— Exercise instructions —
Below are records; how many of their lines hold the string "left"? Reply with nothing but the number.

(Data items)

━━━

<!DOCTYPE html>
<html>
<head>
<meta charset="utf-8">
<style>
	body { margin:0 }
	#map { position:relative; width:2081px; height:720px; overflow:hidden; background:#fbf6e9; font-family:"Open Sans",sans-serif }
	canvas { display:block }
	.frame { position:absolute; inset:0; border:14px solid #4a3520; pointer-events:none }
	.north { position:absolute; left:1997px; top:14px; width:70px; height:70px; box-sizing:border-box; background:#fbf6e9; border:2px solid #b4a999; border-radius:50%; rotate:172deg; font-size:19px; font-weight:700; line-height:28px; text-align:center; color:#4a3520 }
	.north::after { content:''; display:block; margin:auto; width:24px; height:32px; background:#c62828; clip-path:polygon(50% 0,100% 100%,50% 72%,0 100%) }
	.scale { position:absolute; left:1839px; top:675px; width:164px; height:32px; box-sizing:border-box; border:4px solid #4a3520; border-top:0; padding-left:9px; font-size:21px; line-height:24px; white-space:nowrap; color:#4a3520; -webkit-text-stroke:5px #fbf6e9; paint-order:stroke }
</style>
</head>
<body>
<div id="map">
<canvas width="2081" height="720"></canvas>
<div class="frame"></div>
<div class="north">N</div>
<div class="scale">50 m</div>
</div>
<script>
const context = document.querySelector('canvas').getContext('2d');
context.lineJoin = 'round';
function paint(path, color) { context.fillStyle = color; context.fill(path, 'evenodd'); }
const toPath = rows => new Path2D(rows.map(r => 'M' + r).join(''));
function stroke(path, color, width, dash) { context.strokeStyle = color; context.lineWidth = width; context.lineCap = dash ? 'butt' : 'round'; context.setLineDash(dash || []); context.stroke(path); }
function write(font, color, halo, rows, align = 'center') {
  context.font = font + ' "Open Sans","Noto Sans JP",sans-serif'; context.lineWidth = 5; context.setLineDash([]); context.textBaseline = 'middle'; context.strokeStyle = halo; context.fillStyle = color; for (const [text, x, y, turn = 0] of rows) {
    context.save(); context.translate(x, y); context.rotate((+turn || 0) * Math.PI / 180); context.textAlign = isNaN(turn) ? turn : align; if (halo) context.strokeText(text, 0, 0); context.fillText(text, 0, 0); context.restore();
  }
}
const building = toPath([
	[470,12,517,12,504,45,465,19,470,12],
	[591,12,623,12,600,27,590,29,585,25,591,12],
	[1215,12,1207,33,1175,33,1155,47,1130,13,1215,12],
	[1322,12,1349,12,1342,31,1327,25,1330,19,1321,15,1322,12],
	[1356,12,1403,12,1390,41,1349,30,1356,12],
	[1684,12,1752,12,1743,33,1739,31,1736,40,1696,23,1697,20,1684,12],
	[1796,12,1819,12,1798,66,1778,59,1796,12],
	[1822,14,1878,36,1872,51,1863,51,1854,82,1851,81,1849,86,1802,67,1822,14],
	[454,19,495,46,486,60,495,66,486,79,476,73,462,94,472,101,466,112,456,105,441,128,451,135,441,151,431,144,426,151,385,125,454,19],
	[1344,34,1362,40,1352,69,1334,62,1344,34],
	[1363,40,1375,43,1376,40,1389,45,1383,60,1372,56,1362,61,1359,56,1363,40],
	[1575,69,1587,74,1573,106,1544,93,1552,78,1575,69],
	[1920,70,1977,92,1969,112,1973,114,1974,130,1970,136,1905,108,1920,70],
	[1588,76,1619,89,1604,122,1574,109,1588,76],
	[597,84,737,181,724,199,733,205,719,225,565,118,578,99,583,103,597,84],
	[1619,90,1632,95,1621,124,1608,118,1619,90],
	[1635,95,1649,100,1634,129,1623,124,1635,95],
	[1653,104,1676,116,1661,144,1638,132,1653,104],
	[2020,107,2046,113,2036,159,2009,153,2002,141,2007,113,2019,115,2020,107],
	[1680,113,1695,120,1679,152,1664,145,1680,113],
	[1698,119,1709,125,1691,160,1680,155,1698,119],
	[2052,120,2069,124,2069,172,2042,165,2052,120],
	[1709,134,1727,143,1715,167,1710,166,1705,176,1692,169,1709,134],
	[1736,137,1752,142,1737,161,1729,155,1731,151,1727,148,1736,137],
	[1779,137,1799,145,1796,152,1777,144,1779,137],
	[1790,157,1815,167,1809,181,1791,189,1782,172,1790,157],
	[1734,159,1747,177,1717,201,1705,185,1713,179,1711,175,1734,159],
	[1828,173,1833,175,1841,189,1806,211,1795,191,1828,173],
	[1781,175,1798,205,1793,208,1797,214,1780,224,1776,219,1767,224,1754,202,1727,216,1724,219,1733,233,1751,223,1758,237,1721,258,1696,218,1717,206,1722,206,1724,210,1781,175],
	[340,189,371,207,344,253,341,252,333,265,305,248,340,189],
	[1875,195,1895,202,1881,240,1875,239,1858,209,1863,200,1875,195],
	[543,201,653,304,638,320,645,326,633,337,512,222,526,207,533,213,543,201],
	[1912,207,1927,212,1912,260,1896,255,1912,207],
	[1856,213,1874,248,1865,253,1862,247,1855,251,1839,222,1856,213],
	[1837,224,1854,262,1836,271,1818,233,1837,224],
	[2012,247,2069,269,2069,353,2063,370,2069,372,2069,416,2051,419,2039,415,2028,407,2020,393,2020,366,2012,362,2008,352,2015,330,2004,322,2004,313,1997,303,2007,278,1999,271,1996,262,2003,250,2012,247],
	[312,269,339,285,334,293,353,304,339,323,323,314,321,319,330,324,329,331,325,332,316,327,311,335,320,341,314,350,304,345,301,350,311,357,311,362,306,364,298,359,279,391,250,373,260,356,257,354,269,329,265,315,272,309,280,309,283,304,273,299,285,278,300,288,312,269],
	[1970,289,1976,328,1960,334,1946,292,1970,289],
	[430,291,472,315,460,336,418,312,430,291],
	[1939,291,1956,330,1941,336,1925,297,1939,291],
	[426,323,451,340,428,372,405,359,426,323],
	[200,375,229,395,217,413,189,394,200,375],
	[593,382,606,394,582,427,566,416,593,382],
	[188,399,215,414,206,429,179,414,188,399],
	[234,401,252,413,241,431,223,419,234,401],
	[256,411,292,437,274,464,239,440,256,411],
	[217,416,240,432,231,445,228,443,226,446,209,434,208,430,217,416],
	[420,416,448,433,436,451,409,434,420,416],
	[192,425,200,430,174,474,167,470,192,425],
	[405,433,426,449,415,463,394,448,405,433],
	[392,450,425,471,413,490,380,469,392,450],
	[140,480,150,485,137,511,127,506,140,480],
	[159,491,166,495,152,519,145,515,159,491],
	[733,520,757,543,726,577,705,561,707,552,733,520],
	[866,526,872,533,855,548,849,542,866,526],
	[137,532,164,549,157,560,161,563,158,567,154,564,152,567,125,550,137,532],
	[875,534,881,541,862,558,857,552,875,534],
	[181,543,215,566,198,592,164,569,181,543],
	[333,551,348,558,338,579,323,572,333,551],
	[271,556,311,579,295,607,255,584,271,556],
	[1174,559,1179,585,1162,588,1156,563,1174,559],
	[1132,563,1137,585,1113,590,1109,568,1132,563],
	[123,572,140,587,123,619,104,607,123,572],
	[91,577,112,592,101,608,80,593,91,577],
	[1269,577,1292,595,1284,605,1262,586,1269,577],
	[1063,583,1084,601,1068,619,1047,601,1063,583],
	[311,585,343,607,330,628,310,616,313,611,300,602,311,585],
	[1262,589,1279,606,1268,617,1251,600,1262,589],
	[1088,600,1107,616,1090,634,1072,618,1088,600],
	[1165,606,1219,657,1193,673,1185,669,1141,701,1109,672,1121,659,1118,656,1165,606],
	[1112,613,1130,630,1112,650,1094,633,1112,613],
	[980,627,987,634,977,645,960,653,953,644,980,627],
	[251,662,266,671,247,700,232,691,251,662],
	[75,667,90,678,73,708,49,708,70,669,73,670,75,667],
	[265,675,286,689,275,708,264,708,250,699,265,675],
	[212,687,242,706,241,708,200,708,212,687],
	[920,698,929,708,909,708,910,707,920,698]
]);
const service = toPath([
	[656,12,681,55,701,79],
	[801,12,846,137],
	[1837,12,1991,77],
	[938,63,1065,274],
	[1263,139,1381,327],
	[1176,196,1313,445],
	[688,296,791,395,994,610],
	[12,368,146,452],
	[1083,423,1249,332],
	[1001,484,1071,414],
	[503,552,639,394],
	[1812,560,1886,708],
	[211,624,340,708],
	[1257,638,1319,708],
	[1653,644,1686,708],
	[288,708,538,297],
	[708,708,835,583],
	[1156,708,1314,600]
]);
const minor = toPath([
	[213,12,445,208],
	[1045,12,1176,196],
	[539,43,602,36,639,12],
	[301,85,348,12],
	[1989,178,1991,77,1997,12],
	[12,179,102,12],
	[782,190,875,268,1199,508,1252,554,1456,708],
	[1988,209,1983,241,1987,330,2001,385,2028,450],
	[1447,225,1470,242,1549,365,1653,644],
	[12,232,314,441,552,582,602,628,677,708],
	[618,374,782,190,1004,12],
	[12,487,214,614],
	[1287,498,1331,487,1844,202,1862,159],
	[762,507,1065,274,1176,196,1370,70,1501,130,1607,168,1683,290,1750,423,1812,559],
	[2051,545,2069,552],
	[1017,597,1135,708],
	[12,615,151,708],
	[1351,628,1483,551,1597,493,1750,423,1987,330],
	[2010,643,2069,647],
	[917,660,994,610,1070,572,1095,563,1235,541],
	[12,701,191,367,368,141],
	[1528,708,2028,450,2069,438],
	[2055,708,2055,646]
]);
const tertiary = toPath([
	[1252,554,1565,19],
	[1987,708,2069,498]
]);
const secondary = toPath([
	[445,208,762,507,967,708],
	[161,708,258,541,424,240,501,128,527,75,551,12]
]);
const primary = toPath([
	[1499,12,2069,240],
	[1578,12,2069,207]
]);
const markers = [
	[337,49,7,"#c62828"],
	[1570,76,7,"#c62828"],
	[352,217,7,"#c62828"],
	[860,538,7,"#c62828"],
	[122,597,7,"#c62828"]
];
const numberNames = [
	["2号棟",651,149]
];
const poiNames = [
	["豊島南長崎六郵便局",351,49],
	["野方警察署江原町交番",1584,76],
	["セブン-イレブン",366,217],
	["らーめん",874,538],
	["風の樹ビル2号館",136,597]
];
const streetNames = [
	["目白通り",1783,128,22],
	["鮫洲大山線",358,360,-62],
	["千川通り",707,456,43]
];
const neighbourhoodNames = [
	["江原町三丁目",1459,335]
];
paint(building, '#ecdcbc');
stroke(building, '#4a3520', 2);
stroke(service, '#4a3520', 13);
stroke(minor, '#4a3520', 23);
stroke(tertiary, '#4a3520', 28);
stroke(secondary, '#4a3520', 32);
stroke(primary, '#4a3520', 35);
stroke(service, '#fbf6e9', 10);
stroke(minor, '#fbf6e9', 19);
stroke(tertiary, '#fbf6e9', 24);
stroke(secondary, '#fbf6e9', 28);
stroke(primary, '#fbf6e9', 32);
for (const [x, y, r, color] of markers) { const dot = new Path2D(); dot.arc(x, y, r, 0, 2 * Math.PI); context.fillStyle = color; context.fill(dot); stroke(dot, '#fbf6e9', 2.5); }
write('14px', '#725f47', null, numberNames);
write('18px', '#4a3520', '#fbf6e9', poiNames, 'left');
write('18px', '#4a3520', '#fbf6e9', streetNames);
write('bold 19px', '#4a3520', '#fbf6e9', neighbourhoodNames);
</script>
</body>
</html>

━━━

— Answer —
3